### The task
Isolate every line in the records below with "hidden" in it.

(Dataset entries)
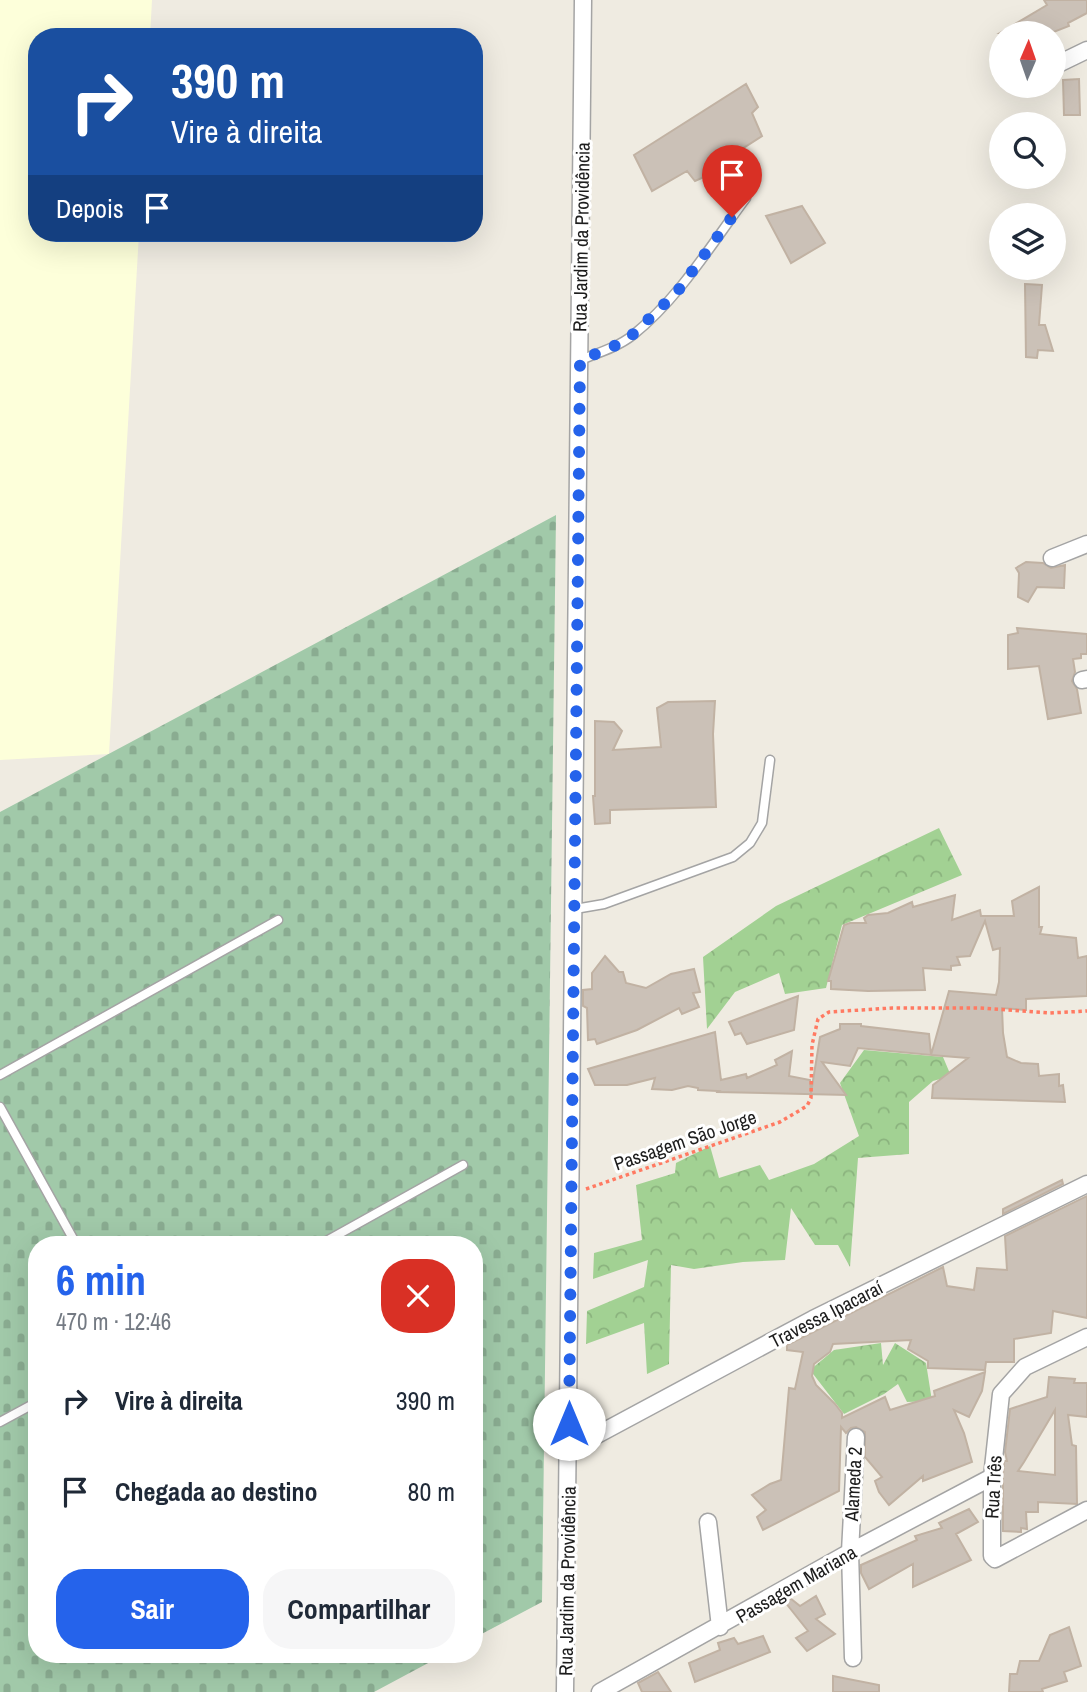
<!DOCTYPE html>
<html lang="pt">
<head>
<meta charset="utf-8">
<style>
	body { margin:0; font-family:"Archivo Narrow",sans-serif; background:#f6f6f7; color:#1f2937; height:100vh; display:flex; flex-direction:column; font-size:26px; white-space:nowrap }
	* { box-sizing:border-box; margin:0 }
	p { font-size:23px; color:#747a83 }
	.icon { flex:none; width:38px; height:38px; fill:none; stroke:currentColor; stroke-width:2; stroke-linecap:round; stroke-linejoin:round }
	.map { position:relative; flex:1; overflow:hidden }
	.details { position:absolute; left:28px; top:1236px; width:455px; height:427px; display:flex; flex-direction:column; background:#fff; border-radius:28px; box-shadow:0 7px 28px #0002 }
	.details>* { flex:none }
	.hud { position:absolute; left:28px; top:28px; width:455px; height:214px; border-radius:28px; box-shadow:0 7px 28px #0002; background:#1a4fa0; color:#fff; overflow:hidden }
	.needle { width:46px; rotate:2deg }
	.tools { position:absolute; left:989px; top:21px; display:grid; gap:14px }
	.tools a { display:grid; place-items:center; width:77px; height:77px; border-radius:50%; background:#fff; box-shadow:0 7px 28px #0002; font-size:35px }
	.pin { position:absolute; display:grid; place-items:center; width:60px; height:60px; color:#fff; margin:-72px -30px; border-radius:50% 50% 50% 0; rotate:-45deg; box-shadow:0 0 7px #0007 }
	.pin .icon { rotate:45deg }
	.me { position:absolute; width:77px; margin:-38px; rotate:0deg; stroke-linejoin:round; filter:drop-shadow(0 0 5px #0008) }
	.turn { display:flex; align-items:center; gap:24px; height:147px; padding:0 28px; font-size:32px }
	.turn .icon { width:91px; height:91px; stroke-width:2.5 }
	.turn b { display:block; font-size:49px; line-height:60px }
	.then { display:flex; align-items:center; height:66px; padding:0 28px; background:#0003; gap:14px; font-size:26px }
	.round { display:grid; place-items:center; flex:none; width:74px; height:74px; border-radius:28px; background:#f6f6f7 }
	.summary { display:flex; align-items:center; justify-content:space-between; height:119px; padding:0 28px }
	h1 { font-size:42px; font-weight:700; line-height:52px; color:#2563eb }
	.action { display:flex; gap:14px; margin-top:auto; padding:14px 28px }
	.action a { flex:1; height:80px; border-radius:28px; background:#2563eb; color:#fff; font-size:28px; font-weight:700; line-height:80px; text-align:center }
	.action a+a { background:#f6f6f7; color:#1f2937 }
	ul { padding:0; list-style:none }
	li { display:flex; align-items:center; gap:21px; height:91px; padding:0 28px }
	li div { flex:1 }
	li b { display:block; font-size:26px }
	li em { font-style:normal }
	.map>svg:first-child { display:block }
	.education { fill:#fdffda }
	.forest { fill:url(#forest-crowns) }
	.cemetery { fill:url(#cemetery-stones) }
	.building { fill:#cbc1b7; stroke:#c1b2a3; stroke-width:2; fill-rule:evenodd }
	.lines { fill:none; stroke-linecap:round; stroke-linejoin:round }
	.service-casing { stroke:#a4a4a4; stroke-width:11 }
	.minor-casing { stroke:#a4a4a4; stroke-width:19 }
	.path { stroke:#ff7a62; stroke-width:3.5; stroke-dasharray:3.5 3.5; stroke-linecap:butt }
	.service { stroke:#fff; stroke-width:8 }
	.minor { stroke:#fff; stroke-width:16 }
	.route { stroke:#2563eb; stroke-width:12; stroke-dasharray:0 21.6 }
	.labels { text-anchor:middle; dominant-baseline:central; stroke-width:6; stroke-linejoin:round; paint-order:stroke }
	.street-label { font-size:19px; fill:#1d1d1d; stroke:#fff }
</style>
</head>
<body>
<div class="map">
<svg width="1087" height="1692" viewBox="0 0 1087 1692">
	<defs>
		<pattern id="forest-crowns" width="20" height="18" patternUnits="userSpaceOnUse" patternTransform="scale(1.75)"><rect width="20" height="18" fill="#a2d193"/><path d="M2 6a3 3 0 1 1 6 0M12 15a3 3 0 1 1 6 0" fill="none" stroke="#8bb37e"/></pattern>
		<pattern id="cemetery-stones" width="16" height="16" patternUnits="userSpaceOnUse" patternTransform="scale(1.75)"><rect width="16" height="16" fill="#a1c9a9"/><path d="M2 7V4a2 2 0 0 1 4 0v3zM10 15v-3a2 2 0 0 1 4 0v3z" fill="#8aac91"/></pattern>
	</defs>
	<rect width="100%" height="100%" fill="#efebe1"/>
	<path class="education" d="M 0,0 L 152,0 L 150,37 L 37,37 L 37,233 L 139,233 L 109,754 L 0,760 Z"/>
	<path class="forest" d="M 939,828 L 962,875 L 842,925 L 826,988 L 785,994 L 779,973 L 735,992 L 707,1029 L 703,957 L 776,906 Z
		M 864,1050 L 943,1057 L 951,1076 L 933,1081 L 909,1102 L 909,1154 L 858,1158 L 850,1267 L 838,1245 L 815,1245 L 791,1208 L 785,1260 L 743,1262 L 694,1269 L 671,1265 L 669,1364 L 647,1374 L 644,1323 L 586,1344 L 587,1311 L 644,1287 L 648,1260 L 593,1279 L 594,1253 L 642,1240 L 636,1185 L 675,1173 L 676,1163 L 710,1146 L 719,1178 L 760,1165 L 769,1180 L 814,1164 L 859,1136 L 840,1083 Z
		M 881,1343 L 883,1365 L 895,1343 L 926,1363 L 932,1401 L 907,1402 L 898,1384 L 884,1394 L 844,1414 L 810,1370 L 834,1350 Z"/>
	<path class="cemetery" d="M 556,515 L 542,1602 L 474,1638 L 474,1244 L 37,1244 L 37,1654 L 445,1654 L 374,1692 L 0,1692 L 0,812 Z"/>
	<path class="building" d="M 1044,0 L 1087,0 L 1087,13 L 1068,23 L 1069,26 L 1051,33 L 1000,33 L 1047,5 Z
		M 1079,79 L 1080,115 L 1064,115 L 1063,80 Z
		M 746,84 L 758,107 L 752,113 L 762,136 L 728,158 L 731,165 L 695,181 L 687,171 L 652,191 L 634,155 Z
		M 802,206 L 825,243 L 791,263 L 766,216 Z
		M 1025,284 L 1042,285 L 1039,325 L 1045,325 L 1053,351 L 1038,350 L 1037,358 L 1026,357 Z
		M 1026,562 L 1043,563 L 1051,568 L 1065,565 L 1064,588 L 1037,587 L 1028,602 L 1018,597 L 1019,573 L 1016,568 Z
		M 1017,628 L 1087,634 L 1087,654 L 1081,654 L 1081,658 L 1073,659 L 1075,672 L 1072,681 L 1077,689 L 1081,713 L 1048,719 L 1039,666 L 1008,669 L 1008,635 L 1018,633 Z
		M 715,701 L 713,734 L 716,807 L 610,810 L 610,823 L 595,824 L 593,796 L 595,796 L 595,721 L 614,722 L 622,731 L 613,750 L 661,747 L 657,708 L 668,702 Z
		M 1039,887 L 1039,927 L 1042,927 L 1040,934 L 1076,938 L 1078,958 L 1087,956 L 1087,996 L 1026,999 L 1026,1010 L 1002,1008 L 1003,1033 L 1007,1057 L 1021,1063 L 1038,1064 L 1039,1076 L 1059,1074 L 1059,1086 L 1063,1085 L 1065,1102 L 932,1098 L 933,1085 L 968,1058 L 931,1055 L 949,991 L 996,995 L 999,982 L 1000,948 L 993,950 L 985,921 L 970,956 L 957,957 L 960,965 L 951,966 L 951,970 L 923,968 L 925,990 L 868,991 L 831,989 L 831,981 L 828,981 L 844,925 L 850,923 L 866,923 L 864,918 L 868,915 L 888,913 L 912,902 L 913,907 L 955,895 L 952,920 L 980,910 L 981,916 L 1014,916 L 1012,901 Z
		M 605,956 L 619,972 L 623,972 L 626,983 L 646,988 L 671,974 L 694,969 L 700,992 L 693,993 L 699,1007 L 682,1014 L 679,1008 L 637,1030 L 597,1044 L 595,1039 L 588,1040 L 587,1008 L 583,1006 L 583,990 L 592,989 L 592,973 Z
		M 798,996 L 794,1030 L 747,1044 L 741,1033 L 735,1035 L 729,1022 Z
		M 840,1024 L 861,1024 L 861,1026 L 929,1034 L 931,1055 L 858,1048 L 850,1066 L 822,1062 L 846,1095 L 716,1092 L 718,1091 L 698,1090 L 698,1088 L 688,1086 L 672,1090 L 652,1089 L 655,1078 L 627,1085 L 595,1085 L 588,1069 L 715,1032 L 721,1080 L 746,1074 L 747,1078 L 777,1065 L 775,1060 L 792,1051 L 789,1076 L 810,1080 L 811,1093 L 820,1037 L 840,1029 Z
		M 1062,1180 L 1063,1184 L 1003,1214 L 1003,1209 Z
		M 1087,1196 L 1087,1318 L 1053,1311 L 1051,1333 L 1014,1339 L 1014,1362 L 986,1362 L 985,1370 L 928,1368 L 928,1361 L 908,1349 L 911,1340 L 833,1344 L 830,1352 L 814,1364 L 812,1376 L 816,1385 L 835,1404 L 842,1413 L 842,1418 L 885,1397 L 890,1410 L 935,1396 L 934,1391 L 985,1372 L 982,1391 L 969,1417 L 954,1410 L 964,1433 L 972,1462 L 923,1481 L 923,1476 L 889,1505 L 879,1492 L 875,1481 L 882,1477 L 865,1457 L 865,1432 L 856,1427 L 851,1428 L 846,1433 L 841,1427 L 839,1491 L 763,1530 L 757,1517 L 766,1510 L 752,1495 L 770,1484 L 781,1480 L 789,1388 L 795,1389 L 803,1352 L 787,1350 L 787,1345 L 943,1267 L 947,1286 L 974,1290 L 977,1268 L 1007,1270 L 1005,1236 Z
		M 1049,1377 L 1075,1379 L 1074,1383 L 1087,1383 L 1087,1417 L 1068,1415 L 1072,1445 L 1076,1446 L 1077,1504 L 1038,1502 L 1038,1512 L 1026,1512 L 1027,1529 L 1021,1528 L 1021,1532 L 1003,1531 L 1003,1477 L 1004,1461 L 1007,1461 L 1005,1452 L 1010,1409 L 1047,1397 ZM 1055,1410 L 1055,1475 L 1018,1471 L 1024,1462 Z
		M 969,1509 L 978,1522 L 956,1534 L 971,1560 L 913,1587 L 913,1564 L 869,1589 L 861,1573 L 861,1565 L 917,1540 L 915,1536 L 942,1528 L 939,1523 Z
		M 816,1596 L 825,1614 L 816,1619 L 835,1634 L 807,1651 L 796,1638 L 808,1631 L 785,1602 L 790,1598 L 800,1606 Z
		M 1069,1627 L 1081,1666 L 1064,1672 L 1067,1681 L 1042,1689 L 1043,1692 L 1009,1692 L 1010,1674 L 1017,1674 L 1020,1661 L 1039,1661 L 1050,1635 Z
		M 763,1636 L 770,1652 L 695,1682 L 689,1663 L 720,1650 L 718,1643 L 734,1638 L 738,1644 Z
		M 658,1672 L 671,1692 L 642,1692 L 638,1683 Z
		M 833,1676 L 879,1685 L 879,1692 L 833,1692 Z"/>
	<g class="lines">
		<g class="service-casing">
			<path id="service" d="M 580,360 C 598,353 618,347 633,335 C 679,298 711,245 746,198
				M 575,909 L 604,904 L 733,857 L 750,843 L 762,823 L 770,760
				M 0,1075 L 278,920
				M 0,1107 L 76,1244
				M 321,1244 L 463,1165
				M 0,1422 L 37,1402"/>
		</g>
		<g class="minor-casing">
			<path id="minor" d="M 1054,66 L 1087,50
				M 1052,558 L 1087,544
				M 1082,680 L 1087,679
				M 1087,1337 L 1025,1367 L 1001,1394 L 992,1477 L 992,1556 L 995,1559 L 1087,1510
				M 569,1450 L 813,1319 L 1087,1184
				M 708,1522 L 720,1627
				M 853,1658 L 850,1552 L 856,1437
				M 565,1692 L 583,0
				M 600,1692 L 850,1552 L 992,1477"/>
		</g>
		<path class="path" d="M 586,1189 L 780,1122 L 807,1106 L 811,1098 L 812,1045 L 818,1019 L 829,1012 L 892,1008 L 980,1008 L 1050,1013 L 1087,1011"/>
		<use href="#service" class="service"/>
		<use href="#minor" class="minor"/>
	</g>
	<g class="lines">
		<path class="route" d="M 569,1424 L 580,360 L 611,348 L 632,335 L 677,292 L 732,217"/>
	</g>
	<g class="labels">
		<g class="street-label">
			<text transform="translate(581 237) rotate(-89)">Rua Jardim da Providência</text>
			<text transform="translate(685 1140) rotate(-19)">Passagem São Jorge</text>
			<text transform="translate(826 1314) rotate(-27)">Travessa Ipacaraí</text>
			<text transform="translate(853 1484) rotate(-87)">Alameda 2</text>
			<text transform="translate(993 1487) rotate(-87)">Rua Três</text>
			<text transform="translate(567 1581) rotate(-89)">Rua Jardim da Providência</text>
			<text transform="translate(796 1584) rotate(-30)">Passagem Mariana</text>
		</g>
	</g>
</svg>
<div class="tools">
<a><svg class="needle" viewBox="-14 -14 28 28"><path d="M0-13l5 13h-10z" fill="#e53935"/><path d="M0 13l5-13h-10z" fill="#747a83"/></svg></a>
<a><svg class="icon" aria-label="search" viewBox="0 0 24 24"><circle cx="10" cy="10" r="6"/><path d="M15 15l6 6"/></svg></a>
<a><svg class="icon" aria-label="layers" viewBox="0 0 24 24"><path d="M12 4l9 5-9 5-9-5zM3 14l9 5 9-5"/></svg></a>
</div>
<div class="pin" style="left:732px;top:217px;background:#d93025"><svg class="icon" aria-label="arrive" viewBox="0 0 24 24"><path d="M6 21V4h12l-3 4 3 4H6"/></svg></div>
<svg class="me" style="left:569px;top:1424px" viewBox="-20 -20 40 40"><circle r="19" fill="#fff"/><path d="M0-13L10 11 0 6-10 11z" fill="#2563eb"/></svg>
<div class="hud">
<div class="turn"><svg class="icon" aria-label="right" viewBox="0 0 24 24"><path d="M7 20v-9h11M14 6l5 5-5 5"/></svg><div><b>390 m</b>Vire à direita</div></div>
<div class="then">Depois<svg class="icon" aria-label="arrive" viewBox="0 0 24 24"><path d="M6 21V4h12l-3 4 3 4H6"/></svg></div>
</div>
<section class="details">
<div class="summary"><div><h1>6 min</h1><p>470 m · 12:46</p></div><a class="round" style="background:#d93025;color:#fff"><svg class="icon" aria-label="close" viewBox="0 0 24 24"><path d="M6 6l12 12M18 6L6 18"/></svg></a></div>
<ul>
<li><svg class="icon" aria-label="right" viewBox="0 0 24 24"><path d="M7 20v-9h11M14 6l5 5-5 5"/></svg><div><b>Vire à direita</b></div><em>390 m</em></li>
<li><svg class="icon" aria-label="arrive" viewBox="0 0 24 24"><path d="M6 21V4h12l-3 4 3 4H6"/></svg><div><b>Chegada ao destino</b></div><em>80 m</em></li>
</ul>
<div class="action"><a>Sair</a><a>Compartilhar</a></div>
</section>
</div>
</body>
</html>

### Output for this task
	.map { position:relative; flex:1; overflow:hidden }
	.hud { position:absolute; left:28px; top:28px; width:455px; height:214px; border-radius:28px; box-shadow:0 7px 28px #0002; background:#1a4fa0; color:#fff; overflow:hidden }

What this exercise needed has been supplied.